Real life is more exciting than the movies anyway. There is never going to be anything "ordinary" on the big screen. You'll never watch someone sleeping (well, unless you rent Andy Warhol's 8 hour long film entitled "Sleeping"). You'll never watch someone take the pebble out of their shoe. Or show the whole 30 minute long segment it takes to drive to work. Real life involves real people with real emotions and real experiences.
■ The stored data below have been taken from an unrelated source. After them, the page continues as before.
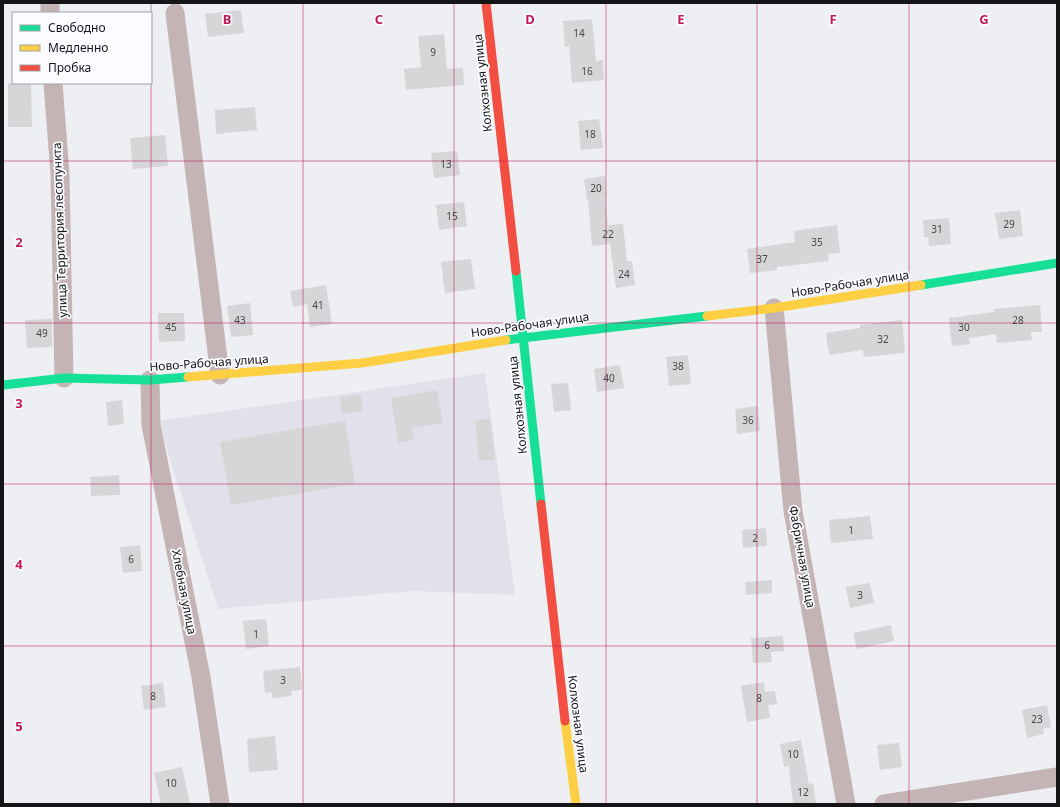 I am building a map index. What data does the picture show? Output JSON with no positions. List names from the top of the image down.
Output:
{
  "streets": {
    "street": [
      "Колхозная улица",
      "улица Территория лесопункта",
      "Ново-Рабочая улица",
      "Фабричная улица",
      "Хлебная улица"
    ]
  },
  "crossings": [
    ["Колхозная улица", "Ново-Рабочая улица"],
    ["улица Территория лесопункта", "Ново-Рабочая улица"],
    ["Ново-Рабочая улица", "Фабричная улица"],
    ["Ново-Рабочая улица", "Хлебная улица"]
  ],
  "house_numbers": [
    "14",
    "9",
    "16",
    "18",
    "13",
    "20",
    "15",
    "29",
    "31",
    "22",
    "35",
    "37",
    "24",
    "41",
    "43",
    "28",
    "45",
    "30",
    "49",
    "32",
    "38",
    "40",
    "36",
    "1",
    "2",
    "6",
    "3",
    "1",
    "6",
    "3",
    "8",
    "8",
    "23",
    "10",
    "10",
    "12"
  ],
  "legend": ["Свободно", "Медленно", "Пробка"],
  "grid": {
    "columns": [
      "B",
      "C",
      "D",
      "E",
      "F",
      "G"
    ],
    "rows": [
      "2",
      "3",
      "4",
      "5"
    ]
  }
}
It is simply a shame that we evaluate our experiences through the lens of fiction, and not reality.

This blog post was just like a novel.

2 comments:

Anne said...

I just can't resist this irony...

While reading your post, I thought of a quote from "You've Got Mail," where the Meg Ryan character makes a very similar observation: "So much of what I see in life reminds me of something I've read in a book, when in reality, shouldn't it be the other way around?"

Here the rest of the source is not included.